* **EXERCISE PROMPT**
Line by line, repeat the data below exactly, beginning at the first line and ending at the line with "function paint(path, color)". Omit pictures.

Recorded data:
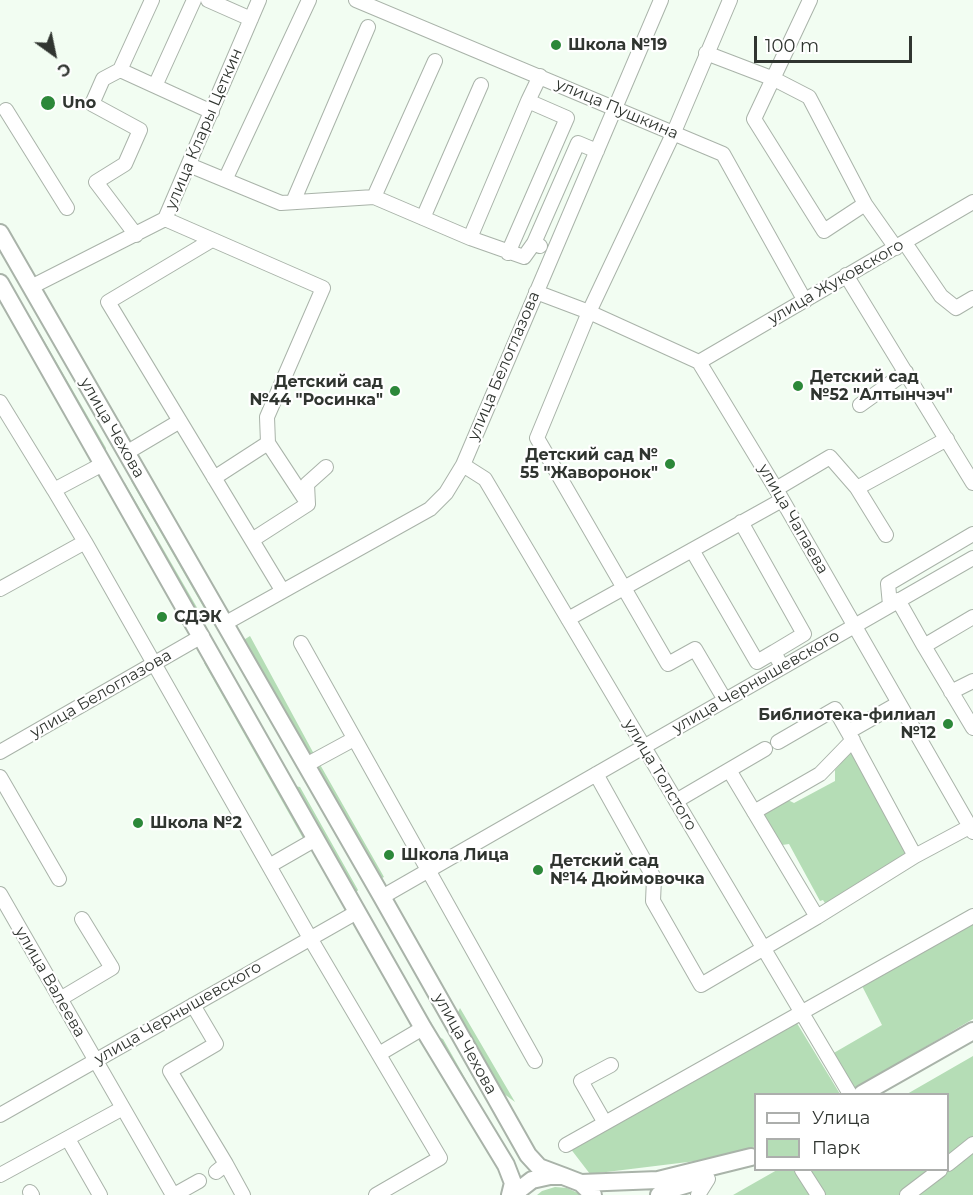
<!DOCTYPE html>
<html>
<head>
<meta charset="utf-8">
<style>
	body { margin:0 }
	#map { position:relative; width:973px; height:1195px; overflow:hidden; background:#f2fdf2; font-family:Montserrat,sans-serif }
	canvas { display:block }
	.legend { position:absolute; left:754px; top:1093px; width:195px; height:78px; box-sizing:border-box; background:#fff; border:2px solid #acaeac; margin:0; padding:8px 10px; list-style:none; font-size:18px; color:#303530 }
	.legend li { display:flex; align-items:center; gap:12px; height:30px }
	.legend b { width:30px; border:2px solid #acaeac }
	.north { position:absolute; left:24px; top:24px; width:60px; height:60px; -webkit-text-stroke:4px #fff; paint-order:stroke; rotate:147deg; font-size:16px; font-weight:700; line-height:24px; text-align:center; color:#303530 }
	.north::after { content:''; display:block; margin:auto; width:21px; height:27px; background:#303530; clip-path:polygon(50% 0,100% 100%,50% 72%,0 100%) }
	.scale { position:absolute; left:754px; top:36px; width:158px; height:27px; box-sizing:border-box; border:3px solid #303530; border-top:0; padding-left:8px; font-size:18px; line-height:21px; white-space:nowrap; color:#303530; -webkit-text-stroke:4px #fff; paint-order:stroke }
</style>
</head>
<body>
<div id="map">
<canvas width="973" height="1195"></canvas>
<ul class="legend">
<li><b style="height:8px;background:#fff"></b>Улица</li>
<li><b style="height:16px;background:#b5ddb6"></b>Парк</li>
</ul>
<div class="north">С</div>
<div class="scale">100 m</div>
</div>
<script>
const context = document.querySelector('canvas').getContext('2d');
context.lineJoin = 'round';
function paint(path, color) {
  context.fillStyle = color;
  context.fill(path, 'evenodd');
}
function toPath(rows) {
  const path = new Path2D();
  for (const r of rows) {
    path.moveTo(r[0], r[1]);
    for (let i = 2; i < r.length; i += 2) path.lineTo(r[i], r[i + 1]);
  }
  return path;
}
function trace(path, color, width, dash) {
  context.strokeStyle = color;
  context.lineWidth = width;
  context.lineCap = dash ? 'butt' : 'round';
  context.setLineDash(dash || []);
  context.stroke(path);
}
function write(font, color, halo, rows, align = 'center') {
  context.font = font + ' Montserrat,sans-serif';
  context.lineWidth = 4.5;
  context.setLineDash([]);
  context.textBaseline = 'middle';
  context.strokeStyle = halo;
  context.fillStyle = color;
  for (const [text, x, y, turn = 0] of rows) {
    context.save();
    context.translate(x, y);
    context.rotate((+turn || 0) * Math.PI / 180);
    context.textAlign = isNaN(turn) ? turn : align;
    if (halo) context.strokeText(text, 0, 0);
    context.fillText(text, 0, 0);
    context.restore();
  }
}
paint(toPath([
	[25,316,30,316,106,448,106,456],
	[132,473,210,610,205,610,131,481],
	[118,478,125,483,199,611,198,616],
	[250,636,314,754,304,751,242,641],
	[208,662,309,838,304,840,204,663],
	[853,749,910,855,828,908,823,900,820,901,789,844,782,845,760,812,786,799,794,803,835,781,835,770],
	[318,761,384,877,378,880,316,766],
	[294,786,300,787,358,890,356,893],
	[973,920,973,1019,852,1090,832,1054,882,1025,861,984],
	[460,1008,515,1102,503,1093,457,1014],
	[795,1020,840,1094,756,1094,755,1146,737,1156,590,1174,570,1148],
	[437,1036,443,1039,509,1156],
	[973,1056,973,1195,733,1195,777,1170,948,1170,948,1094,907,1094],
	[555,1187,567,1188,582,1195,537,1195,542,1191]
]), '#b5ddb6');
const minor = toPath([
	[152,0,120,70,155,86],
	[194,0,155,86,212,112],
	[208,0,251,19],
	[356,0,723,154,805,301],
	[810,0,754,119,824,231,865,204],
	[706,53,774,79,809,97,865,204,896,248],
	[120,70,103,79,92,104,140,130,125,164,96,182,136,235],
	[528,101,540,76],
	[6,110,67,208],
	[189,165,281,203,374,197,470,238,528,101,567,118,508,253],
	[225,180,309,0],
	[374,197,435,61],
	[293,202,368,27],
	[423,218,481,85],
	[165,219,323,288,267,417,268,443,308,504,252,540],
	[470,238,524,257,534,243,540,246],
	[212,240,108,302,282,590],
	[534,243,578,143,597,151],
	[905,243,941,296,956,308,973,298],
	[846,275,973,483],
	[31,287,165,219,259,0],
	[536,292,589,312,699,362,776,489,973,832],
	[699,362,973,202],
	[0,402,54,490],
	[860,405,906,372],
	[126,453,180,421],
	[463,465,485,479,850,1094],
	[214,478,268,443],
	[857,488,886,535],
	[776,489,830,457,857,488,947,439],
	[308,504,307,484,326,467],
	[741,522,804,634,774,652,782,667],
	[85,542,54,490,101,465],
	[692,550,757,662,774,652],
	[0,589,85,542,310,938,440,1158,376,1195],
	[898,600,924,646],
	[890,605,888,584,973,534],
	[973,617,924,646,973,728],
	[568,619,782,500],
	[224,624,430,509,446,493,463,465,661,0],
	[301,643,535,1061],
	[951,692,973,681],
	[725,700,695,649,668,664,537,438,589,312,674,132,730,0],
	[899,703,848,732,915,856],
	[778,742,835,709,848,732],
	[0,752,202,636],
	[306,765,354,739],
	[729,770,765,749],
	[596,774,654,878,653,901,701,985,817,917,915,856,973,825],
	[0,777,59,879],
	[676,801,729,770,817,917],
	[754,812,820,774,853,740],
	[269,866,316,839],
	[0,894,173,1195],
	[382,897,973,558],
	[60,999,112,968,82,919],
	[193,1005,216,1044,170,1071,226,1164,216,1172],
	[379,1054,423,1028],
	[0,1115,357,912],
	[605,1123,581,1081,611,1065],
	[68,1139,100,1195],
	[566,1145,973,916],
	[226,1164,243,1195],
	[948,1164,973,1144],
	[802,1170,818,1195],
	[0,1175,123,1108],
	[30,1192,32,1195],
	[174,1195,199,1181],
	[698,1195,708,1179],
	[907,1195,940,1170]
]);
const major = toPath([
	[0,233,382,897,528,1155,539,1167,563,1176],
	[0,283,423,1028,506,1165,513,1183,510,1195],
	[862,1094,973,1031],
	[581,1183,658,1180,751,1157],
	[515,1195,519,1190,532,1180,550,1176,563,1176,581,1183,593,1195],
	[659,1195,675,1188,695,1182]
]);
trace(minor, '#a9b3a9', 16);
trace(major, '#a9b3a9', 20);
trace(minor, '#fff', 14);
trace(major, '#fff', 16);
for (const [x, y, r, color] of [
	[556,45,6,"#2c8839"],
	[48,103,8,"#2c8839"],
	[798,386,6,"#2c8839"],
	[395,391,6,"#2c8839"],
	[670,464,6,"#2c8839"],
	[162,617,6,"#2c8839"],
	[948,724,6,"#2c8839"],
	[138,823,6,"#2c8839"],
	[389,855,6,"#2c8839"],
	[538,870,6,"#2c8839"]
]) {
  const dot = new Path2D();
  dot.arc(x, y, r, 0, 2 * Math.PI);
  context.fillStyle = color;
  context.fill(dot);
  trace(dot, '#fff', 2);
}
write('bold 16px', '#303530', '#fff', [
	["Школа №19",568,45],
	["Uno",62,103],
	["Детский сад",810,377],
	["№52 \"Алтынчэч\"",810,395],
	["Детский сад",383,382,"right"],
	["№44 \"Росинка\"",383,400,"right"],
	["Детский сад №",658,455,"right"],
	["55 \"Жаворонок\"",658,473,"right"],
	["СДЭК",174,617],
	["Библиотека-филиал",936,715,"right"],
	["№12",936,733,"right"],
	["Школа №2",150,823],
	["Школа Лица",401,855],
	["Детский сад",550,861],
	["№14 Дюймовочка",550,879]
], 'left');
write('16px', '#303530', '#fff', [
	["улица Пушкина",617,109,23],
	["улица Клары Цеткин",204,129,-67],
	["улица Жуковского",836,282,-30],
	["улица Белоглазова",504,366,-67],
	["улица Чехова",112,428,60],
	["улица Чапаева",793,519,60],
	["улица Чернышевского",756,682,-30],
	["улица Белоглазова",101,694,-30],
	["улица Толстого",660,775,59],
	["улица Валеева",50,982,60],
	["улица Чернышевского",178,1013,-30],
	["улица Чехова",465,1044,61]
]);
</script>
</body>
</html>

* **TASK OUTPUT**
<!DOCTYPE html>
<html>
<head>
<meta charset="utf-8">
<style>
	body { margin:0 }
	#map { position:relative; width:973px; height:1195px; overflow:hidden; background:#f2fdf2; font-family:Montserrat,sans-serif }
	canvas { display:block }
	.legend { position:absolute; left:754px; top:1093px; width:195px; height:78px; box-sizing:border-box; background:#fff; border:2px solid #acaeac; margin:0; padding:8px 10px; list-style:none; font-size:18px; color:#303530 }
	.legend li { display:flex; align-items:center; gap:12px; height:30px }
	.legend b { width:30px; border:2px solid #acaeac }
	.north { position:absolute; left:24px; top:24px; width:60px; height:60px; -webkit-text-stroke:4px #fff; paint-order:stroke; rotate:147deg; font-size:16px; font-weight:700; line-height:24px; text-align:center; color:#303530 }
	.north::after { content:''; display:block; margin:auto; width:21px; height:27px; background:#303530; clip-path:polygon(50% 0,100% 100%,50% 72%,0 100%) }
	.scale { position:absolute; left:754px; top:36px; width:158px; height:27px; box-sizing:border-box; border:3px solid #303530; border-top:0; padding-left:8px; font-size:18px; line-height:21px; white-space:nowrap; color:#303530; -webkit-text-stroke:4px #fff; paint-order:stroke }
</style>
</head>
<body>
<div id="map">
<canvas width="973" height="1195"></canvas>
<ul class="legend">
<li><b style="height:8px;background:#fff"></b>Улица</li>
<li><b style="height:16px;background:#b5ddb6"></b>Парк</li>
</ul>
<div class="north">С</div>
<div class="scale">100 m</div>
</div>
<script>
const context = document.querySelector('canvas').getContext('2d');
context.lineJoin = 'round';
function paint(path, color) {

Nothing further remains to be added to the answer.